卒業式と入学式で同じ着物を着回したい場合
時期が近いこともあり、できれば卒業式と入学式で同じ着物を着回したい方もいるかと思います。そんな時は小物だけ変えるのが◎。卒業式ならより落ち着いた色、入学式なら明るい色の小物をメインに選ぶと、同じ着物でも違ったイメージになります。特に帯は全体の中でもよく目立ち、後ろ姿においては“顔”といっても過言ではない部分なので、ここだけ変えてコーディネートするのも良いでしょう。

NGな色や柄】
先にも述べたように、卒業式や入学式の主役はあくまでもお子様。派手な色柄は避けたほうが無難です。くすみカラーやパステルカラーなどの優しげな色合いを選ぶと良いでしょう。柄もなるべく大柄なものや数が多いものは避けたほうが上品です。また、春といえば桜のイメージがありますが、桜が単体で描かれている着物は無粋と思われるケースも。着物の柄は先取りが基本であり、今まさに咲いている・散り際の花を柄にするのはあまり良くないと考える方もいるからです。もし桜の柄の着物が着たいなら、牡丹や藤などほかの春の花が描かれているものや、四季折々の花々の中に桜が交じっているような着物を選ぶと安心です。

年代別おすすめコーディネート例】
歳を重ねるうちに似合うワンピースやスーツが変わっていくように、着物も年齢によってしっくりくるデザインや種類が異なります。今の自分に1番マッチする着こなしはどんなものなのか参考にしてみてください。

20代のお母様は明るめカラーの訪問着がお似合い
ほど良い華やぎがある訪問着は、20代のお母様に特におすすめ。ぱっと明るい雰囲気と若々しさが自然に調和し、違和感なく着こなすことができます。淡いピンクやグリーンなどの春らしい地色に古典柄があしらわれた訪問着なら上品なイメージも充分。着物と帯の色を合わせるとより洗練された装いとなります。現代では嫁入り道具として訪問着をあつらえるご家庭は減ってきているかもしれませんが、1着あるとやはり便利です。20代はこれから先も人生の節目となるイベントがたくさん控えており、訪問着を着る機会にも恵まれやすいかと思います。卒業式や入学式を機に思い切って購入しておくのも賢い選択でしょう。

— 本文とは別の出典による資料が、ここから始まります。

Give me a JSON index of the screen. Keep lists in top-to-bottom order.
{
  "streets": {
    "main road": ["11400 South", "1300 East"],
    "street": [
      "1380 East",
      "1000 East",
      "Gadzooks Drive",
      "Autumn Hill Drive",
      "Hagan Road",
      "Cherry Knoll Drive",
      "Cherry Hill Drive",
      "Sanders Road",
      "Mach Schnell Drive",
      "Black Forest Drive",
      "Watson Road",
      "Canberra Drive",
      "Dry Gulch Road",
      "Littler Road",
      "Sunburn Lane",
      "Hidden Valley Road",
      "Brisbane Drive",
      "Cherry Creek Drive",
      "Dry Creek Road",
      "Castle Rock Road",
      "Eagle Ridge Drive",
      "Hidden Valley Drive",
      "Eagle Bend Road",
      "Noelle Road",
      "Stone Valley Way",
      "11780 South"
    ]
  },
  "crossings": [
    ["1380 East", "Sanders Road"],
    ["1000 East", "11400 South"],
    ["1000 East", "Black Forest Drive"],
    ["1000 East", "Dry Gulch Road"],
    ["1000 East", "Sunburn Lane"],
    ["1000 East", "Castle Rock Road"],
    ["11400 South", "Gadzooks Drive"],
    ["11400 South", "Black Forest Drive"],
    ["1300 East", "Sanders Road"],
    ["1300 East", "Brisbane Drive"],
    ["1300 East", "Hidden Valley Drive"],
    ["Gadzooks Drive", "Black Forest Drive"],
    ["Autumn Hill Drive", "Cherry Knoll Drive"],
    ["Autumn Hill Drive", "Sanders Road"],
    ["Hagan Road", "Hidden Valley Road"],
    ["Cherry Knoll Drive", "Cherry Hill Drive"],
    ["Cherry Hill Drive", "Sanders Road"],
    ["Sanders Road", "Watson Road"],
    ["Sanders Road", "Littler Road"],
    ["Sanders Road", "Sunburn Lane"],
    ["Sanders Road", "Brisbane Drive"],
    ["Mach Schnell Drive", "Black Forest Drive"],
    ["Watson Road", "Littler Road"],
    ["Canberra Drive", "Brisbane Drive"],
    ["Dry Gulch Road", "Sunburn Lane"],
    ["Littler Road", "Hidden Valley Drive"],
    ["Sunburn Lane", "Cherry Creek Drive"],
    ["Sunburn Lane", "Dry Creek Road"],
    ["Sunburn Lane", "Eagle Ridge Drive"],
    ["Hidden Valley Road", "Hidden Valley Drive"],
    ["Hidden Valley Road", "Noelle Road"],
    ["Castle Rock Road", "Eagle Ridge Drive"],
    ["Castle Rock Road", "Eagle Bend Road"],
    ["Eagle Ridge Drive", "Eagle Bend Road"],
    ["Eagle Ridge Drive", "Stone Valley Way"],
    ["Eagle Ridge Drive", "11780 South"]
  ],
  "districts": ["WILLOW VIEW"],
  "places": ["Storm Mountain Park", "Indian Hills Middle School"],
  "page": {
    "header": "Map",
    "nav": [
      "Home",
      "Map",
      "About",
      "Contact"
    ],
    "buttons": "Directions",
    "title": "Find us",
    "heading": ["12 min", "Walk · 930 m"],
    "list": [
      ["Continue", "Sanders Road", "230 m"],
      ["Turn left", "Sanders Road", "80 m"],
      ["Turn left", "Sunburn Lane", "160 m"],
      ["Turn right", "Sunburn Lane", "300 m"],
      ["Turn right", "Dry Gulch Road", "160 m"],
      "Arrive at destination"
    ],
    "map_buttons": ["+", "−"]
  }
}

30代のお母様はきれいめカラーの訪問着や付け下げが◎
フォーマルシーンにもある程度慣れてくる30代。王道の着こなしに大人の女性ならではのエレガントさを加えると、ワンランク上のお洒落を楽しむことができます。着物の地色は、藤色をはじめ黄緑色や水色などのきれいめカラーがとってもお似合い。落ち着いた印象を大切にしたい方は、20代の頃よりも少し色数を減らした着物を選ぶと良いでしょう。その他、訪問着ではなくあえて付け下げを選ぶのもアリです。訪問着よりも控えめな印象になります。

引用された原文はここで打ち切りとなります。